Python Forum - Distances between all combinations in datatset

I have a data set with a set of unique ids. Each of these ids has eastings and northings and a dummy variable which can take on the values of 1 or 0. I want to find whether, for each id, there is another id for which the dummy is 1 within 1000 meters. What I am trying to do is generate a list containing all the distances of all the possible combinations and then discarding those which are further than 1000 m and for which the dummy is 0. However, my dataset is quite large (100k observations), so I realise I am creating an incredibly large amount of combinations. Is there a better way of doing this? Essentially, I think I am trying to find a way for which observations that do not meet my criteria are discarded immediately rather than stored in memory.

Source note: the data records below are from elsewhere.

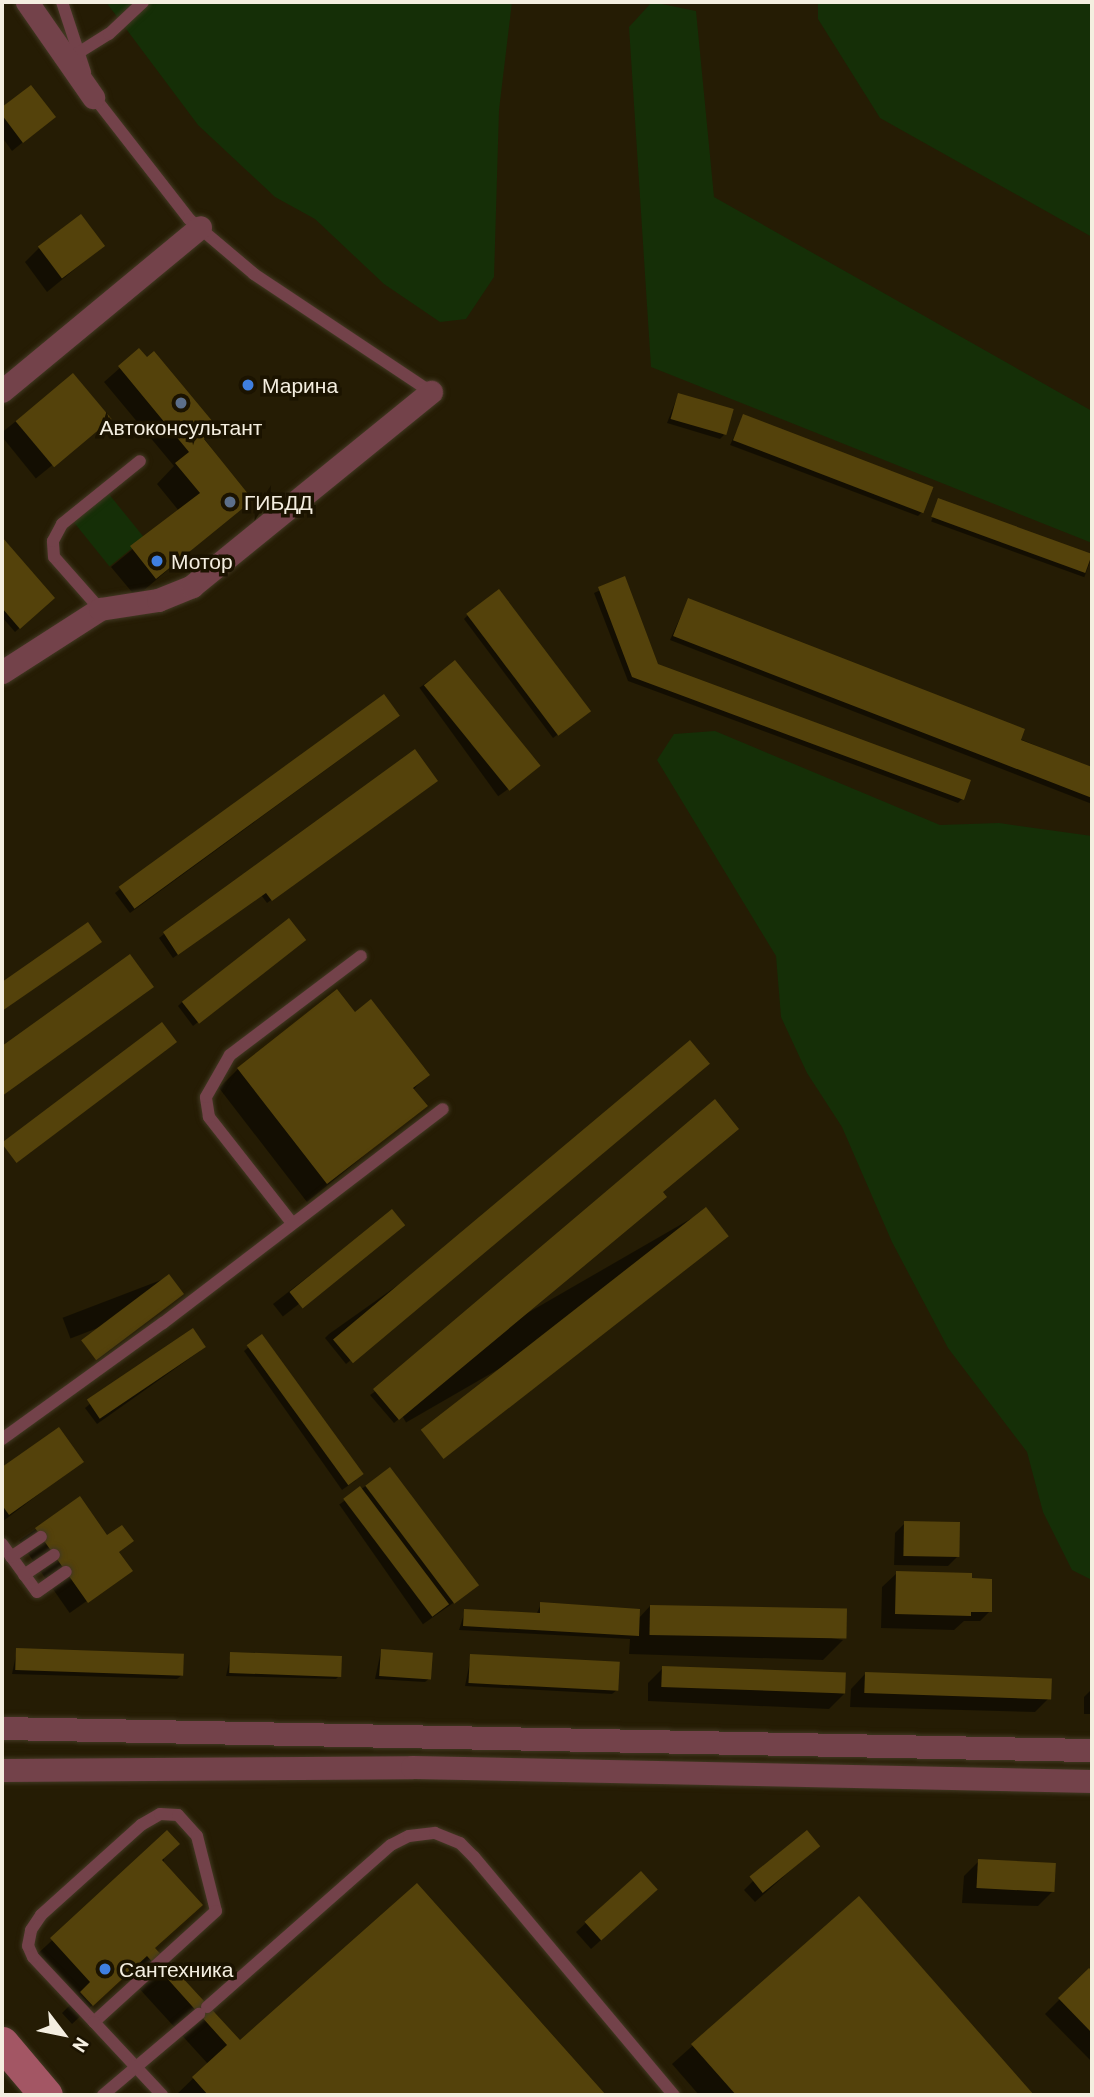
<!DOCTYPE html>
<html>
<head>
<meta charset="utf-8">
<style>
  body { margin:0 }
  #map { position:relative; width:1094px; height:2097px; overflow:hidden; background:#251c04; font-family:Barlow,sans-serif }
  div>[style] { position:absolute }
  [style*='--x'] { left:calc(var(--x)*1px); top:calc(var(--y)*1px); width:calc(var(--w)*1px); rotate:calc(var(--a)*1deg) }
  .green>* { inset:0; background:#152f07; transform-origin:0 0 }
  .shadow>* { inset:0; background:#0007; transform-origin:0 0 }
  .building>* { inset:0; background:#54420b; transform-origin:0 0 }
  .roads { filter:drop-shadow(0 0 2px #423923) drop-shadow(0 0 2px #423923) }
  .lane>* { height:12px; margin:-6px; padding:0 6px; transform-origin:6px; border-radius:6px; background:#73424a }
  .street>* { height:23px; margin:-11.5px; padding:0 11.5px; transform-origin:11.5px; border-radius:11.5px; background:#73424a }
  .secondary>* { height:33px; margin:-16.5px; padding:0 16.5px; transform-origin:16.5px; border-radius:16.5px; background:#a35664 }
  .dots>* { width:19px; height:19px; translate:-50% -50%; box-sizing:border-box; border:4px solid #1b1300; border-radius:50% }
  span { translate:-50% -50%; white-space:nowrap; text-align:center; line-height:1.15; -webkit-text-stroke:7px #1b1300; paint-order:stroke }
  .poi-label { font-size:21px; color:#f4eee0 }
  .left { translate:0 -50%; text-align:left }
  .frame { position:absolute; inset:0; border:4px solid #f4eee0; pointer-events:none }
  .north { position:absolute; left:28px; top:1999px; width:70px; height:70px; -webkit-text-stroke:5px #1b1300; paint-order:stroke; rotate:122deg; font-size:19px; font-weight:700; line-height:28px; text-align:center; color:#f4eee0 }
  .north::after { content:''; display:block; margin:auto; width:24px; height:32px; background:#f4eee0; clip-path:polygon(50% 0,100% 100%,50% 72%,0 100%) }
</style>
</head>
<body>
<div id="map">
  <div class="green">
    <div style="clip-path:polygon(106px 2px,512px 2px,499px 110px,494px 277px,466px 319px,440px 322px,384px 284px,315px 219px,275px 197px,198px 125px)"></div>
    <div style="clip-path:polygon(652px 2px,696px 11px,714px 197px,1092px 411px,1092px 543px,651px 367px,629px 27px)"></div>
    <div style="clip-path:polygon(818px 2px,1092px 2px,1092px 237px,880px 118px,818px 19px)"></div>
    <div style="left:108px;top:493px;width:58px;height:45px;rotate:51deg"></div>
    <div style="clip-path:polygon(715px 731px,940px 825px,999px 823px,1092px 836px,1092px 1580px,1072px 1570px,1043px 1512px,1027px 1452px,948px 1348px,892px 1242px,842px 1127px,807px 1073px,781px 1017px,776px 956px,657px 760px,674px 734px)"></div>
  </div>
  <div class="shadow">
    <div style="clip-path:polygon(31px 87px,54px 117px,12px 151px,2px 137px,2px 110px)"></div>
    <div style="clip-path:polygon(103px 246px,47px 292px,25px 262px,40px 247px)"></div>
    <div style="clip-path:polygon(139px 351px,250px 500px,136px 597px,111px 567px,179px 511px,157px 484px,174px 466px,104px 382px)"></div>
    <div style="left:73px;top:375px;width:57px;height:94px;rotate:51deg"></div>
    <div style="clip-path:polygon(678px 395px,724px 435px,720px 439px,667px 423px)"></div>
    <div style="clip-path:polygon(744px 416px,923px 511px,918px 516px,730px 445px)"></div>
    <div style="left:939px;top:500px;width:163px;height:23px;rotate:20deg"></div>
    <div style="clip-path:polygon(2px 539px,53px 598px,15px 632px,2px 617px)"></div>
    <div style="clip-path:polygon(624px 579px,657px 665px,962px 799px,958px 803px,628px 681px,594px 593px)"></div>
    <div style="clip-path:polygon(688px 600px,1092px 769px,1092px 804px,670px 640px)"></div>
    <div style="clip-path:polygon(468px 615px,587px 712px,553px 738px,464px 619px)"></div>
    <div style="left:455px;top:662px;width:134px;height:44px;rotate:54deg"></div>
    <div style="clip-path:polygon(384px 696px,394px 720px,130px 913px,115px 893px,120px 889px)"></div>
    <div style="clip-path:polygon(415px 751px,432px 785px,267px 903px,261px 895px,173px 958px,159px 938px,164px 934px)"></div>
    <div style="clip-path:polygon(299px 944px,193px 1026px,178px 1006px,182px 1002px)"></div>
    <div style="clip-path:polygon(355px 1014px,428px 1074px,413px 1090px,425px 1106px,307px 1202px,219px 1088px,238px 1069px)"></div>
    <div style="clip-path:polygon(704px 1068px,346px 1364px,325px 1338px,329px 1334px)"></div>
    <div style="clip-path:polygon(661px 1192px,660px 1201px,394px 1423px,370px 1395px)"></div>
    <div style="left:706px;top:1210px;width:34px;height:366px;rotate:60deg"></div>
    <div style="left:392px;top:1211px;width:16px;height:151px;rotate:52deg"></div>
    <div style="left:169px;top:1277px;width:22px;height:114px;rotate:69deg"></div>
    <div style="clip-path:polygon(192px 1331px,200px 1351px,97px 1424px,85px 1408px,90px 1404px)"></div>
    <div style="clip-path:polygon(262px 1336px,356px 1480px,342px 1490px,244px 1351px)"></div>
    <div style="clip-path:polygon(59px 1429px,81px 1462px,2px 1522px,2px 1469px)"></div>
    <div style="left:390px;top:1469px;width:146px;height:62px;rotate:55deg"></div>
    <div style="left:79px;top:1499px;width:88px;height:73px;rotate:55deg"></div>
    <div style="clip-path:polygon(905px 1523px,958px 1556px,948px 1566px,894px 1565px,895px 1533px)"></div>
    <div style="clip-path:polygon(897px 1573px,990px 1611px,980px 1621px,964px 1621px,954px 1630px,881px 1628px,882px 1587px)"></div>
    <div style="clip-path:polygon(541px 1604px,638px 1619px,650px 1606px,843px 1640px,823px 1660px,629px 1654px,630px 1639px,459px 1630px,465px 1611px,536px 1615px)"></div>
    <div style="clip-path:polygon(17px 1650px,182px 1675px,177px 1679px,12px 1674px)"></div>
    <div style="clip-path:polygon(381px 1651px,430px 1678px,425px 1682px,375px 1679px)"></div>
    <div style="clip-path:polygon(231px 1654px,340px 1675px,336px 1679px,226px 1676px)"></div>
    <div style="clip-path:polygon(471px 1656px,617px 1690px,612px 1694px,465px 1686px)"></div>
    <div style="clip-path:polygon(663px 1668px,844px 1694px,829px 1709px,648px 1701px,648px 1683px)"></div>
    <div style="clip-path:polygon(865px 1674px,1050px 1697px,1035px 1712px,850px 1707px,851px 1689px)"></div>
    <div style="clip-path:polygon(1092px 1689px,1092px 1714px,1084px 1714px,1084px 1697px)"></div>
    <div style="clip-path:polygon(167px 1833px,153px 1949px,240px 2043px,417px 1885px,603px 2095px,176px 2095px,208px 2064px,126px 1974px,72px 2024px,62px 2013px,72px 2003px,32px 1959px)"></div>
    <div style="clip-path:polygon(808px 1855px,755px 1902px,744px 1890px,754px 1880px)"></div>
    <div style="clip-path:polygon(979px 1861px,1053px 1891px,1038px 1906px,962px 1903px,964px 1876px)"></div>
    <div style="clip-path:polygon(641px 1873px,646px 1900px,591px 1949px,576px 1932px)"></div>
    <div style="clip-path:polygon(859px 1898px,1032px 2095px,699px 2095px,672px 2064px)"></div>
    <div style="clip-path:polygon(1089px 1970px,1092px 1973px,1092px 2062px,1045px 2014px)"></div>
  </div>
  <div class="building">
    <div style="clip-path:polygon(31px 85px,56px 117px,23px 143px,2px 115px,2px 107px)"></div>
    <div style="left:81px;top:214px;width:40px;height:54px;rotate:53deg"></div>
    <div style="clip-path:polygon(139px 348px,147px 357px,154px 351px,218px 428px,204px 439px,253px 500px,156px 579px,130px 546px,200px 493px,175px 463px,189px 452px,118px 366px)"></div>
    <div style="left:73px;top:373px;width:60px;height:75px;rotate:50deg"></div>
    <div style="left:678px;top:393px;width:58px;height:27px;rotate:16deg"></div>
    <div style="left:743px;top:414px;width:204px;height:28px;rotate:21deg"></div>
    <div style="left:938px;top:498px;width:164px;height:20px;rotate:20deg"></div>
    <div style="clip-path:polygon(2px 537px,55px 598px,20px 629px,2px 608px)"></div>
    <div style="clip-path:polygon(625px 576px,658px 664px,971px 780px,964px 800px,632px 677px,598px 587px)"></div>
    <div style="left:499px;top:589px;width:153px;height:41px;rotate:53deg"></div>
    <div style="clip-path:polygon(688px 598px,1025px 729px,1021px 740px,1092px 767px,1092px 798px,673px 636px)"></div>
    <div style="left:455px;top:660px;width:136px;height:40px;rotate:51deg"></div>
    <div style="left:384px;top:694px;width:27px;height:328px;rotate:54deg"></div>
    <div style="clip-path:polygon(415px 749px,438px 781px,272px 901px,266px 893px,178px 955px,163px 932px)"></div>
    <div style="left:289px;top:918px;width:28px;height:136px;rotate:52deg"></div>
    <div style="clip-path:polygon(88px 922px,102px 942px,2px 1011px,2px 982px)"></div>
    <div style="clip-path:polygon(130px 954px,154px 987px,2px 1096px,2px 1046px)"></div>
    <div style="clip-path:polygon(337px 989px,355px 1012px,371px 999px,430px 1075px,413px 1088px,428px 1106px,327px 1184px,237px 1068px)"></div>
    <div style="left:162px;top:1022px;width:25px;height:201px;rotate:53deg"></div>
    <div style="left:690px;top:1040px;width:31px;height:466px;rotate:50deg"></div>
    <div style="clip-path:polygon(715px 1099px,739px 1129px,663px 1192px,667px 1197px,399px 1420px,373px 1389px)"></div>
    <div style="left:706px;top:1207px;width:37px;height:362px;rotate:52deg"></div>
    <div style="left:392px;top:1209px;width:21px;height:132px;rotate:51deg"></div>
    <div style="left:169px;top:1274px;width:25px;height:110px;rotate:53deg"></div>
    <div style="left:193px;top:1328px;width:23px;height:128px;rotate:56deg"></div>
    <div style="left:262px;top:1334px;width:173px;height:19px;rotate:54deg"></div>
    <div style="clip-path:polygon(59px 1427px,84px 1462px,9px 1515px,2px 1505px,2px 1467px)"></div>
    <div style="left:390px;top:1467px;width:148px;height:31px;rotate:53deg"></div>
    <div style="left:360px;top:1486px;width:148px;height:21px;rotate:53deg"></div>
    <div style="clip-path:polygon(80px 1496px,107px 1535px,122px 1525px,134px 1541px,119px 1552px,133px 1571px,88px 1603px,35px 1528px)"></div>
    <div style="left:904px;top:1521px;width:56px;height:35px;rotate:1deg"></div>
    <div style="clip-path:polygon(896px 1571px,972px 1573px,972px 1578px,992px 1579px,992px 1612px,971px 1612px,971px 1616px,895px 1614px)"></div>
    <div style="clip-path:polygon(540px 1602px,640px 1609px,639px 1636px,463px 1626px,464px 1609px,540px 1613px)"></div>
    <div style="left:650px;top:1605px;width:197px;height:30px;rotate:1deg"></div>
    <div style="left:16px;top:1648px;width:168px;height:22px;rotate:2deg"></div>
    <div style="left:381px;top:1649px;width:52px;height:27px;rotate:4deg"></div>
    <div style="left:230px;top:1652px;width:112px;height:21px;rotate:2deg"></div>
    <div style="left:470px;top:1654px;width:150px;height:29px;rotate:3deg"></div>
    <div style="left:662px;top:1666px;width:184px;height:21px;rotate:2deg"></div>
    <div style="left:865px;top:1672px;width:187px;height:21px;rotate:2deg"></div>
    <div style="clip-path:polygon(167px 1830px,180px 1844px,162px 1860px,203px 1905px,155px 1948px,240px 2040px,417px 1883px,606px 2095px,208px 2095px,192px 2077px,227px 2045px,147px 1956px,93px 2006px,80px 1992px,90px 1982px,50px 1938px)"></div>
    <div style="left:807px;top:1830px;width:21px;height:74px;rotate:51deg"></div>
    <div style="left:978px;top:1859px;width:78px;height:29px;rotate:3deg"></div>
    <div style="left:641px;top:1871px;width:25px;height:76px;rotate:48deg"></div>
    <div style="clip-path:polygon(859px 1896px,1034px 2095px,736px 2095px,691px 2044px)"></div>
    <div style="clip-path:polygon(1089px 1968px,1092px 1971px,1092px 2033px,1058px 1998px)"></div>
  </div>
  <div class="roads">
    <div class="lane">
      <div style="--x:62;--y:2;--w:74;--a:71.8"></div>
      <div style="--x:78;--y:53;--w:36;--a:-32"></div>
      <div style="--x:109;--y:34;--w:47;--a:-43.3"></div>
      <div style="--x:91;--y:93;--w:160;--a:52.1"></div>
      <div style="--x:189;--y:219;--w:85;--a:40.2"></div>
      <div style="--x:254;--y:274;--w:213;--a:33.7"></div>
      <div style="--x:100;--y:609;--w:69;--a:-131.5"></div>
      <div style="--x:54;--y:557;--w:16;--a:-94"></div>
      <div style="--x:53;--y:541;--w:19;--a:-62"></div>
      <div style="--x:62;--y:524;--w:100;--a:-38.9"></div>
      <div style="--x:292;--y:1223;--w:135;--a:-128.1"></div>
      <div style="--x:209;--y:1117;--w:20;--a:-99"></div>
      <div style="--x:206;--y:1097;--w:48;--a:-60.3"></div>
      <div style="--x:230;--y:1055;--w:164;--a:-37.1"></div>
      <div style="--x:2;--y:1439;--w:198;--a:-35.8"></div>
      <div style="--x:163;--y:1323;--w:352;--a:-37.4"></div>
      <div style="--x:2;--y:1544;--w:59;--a:53.9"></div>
      <div style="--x:37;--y:1592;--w:35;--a:-35"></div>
      <div style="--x:11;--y:1557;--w:36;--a:-34"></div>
      <div style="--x:24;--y:1575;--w:36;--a:-34"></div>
      <div style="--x:207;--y:2007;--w:245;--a:-41.4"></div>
      <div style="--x:391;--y:1845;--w:20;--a:-27"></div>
      <div style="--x:409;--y:1836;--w:26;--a:-7"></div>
      <div style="--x:435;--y:1833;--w:27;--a:22"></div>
      <div style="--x:460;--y:1843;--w:20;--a:45"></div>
      <div style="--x:474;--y:1857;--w:311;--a:50"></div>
      <div style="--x:94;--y:2022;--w:89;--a:-133.2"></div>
      <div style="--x:33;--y:1957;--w:12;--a:-114"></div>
      <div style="--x:28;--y:1946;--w:16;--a:-79"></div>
      <div style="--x:31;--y:1930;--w:18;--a:-56"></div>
      <div style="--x:41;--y:1915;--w:135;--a:-42"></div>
      <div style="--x:141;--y:1825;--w:22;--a:-30"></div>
      <div style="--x:160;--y:1814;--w:18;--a:3"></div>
      <div style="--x:178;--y:1815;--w:28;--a:48"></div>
      <div style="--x:197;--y:1836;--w:77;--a:75.8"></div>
      <div style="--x:216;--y:1911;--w:165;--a:137.7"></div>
      <div style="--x:94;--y:2022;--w:100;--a:47"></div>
      <div style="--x:103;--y:2095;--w:126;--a:-40.2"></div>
    </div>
    <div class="street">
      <div style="--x:27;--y:2;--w:116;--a:55.2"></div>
      <div style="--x:2;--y:391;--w:257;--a:-39.6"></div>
      <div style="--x:2;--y:672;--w:117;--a:-32.7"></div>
      <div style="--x:100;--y:609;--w:59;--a:-8.8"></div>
      <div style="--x:158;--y:600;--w:37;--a:-22"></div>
      <div style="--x:192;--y:586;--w:308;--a:-39.1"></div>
      <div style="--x:2;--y:1728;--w:1090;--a:1.16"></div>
      <div style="--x:2;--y:1770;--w:410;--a:-0.4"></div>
      <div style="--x:412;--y:1767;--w:680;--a:1.18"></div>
    </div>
    <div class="secondary">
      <div style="--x:2;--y:2043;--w:68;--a:49.8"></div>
    </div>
  </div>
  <div class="dots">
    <div style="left:248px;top:385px;background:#3f7fe0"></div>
    <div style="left:181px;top:403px;background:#5c6f8a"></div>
    <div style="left:230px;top:502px;background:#5c6f8a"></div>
    <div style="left:157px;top:561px;background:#3f7fe0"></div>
    <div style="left:105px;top:1969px;background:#3f7fe0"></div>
  </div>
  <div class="poi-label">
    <span class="left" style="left:262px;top:385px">Марина</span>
    <span style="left:181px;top:427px">Автоконсультант</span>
    <span class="left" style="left:244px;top:502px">ГИБДД</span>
    <span class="left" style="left:171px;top:561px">Мотор</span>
    <span class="left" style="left:119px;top:1969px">Сантехника</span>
  </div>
  <div class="frame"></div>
  <div class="north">N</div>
</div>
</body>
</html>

This is the code I am trying to run:

list_x = df["easting"].tolist()
list_y = df["northing"].tolist()

list_xy = (list(zip(list_x, list_y)))

import math

def distance(p1, p2):
    return math.sqrt((p1[0] - p2[0])**2 + (p1[1] - p2[1])**2)

list=[]
from itertools import combinations

for combo in combinations(list_xy,2):
    dist = ([distance(*combo)])
    list.append(dist)

If you don't want them stored in memory, don't store them in memory. Use a conditional to check before appending them to the list:

for combo in combinations(list_xy,2):
    dist = ([distance(*combo)])
    if dist > 1000:
        list.append(dist)

Also, wouldn't you want to append the combo with the distance, instead of just the distance? To further save memory, put the dummy variable you are talking about in list_xy, so that you can subset by that before even calculating a distance.

(Dec-10-2018, 02:38 PM)ichabod801 Wrote: [ -> ]If you don't want them stored in memory, don't store them in memory. Use a conditional to check before appending them to the list:
for combo in combinations(list_xy,2):
    dist = ([distance(*combo)])
    if dist > 1000:
        list.append(dist)
Also, wouldn't you want to append the combo with the distance, instead of just the distance? To further save memory, put the dummy variable you are talking about in list_xy, so that you can subset by that before even calculating a distance.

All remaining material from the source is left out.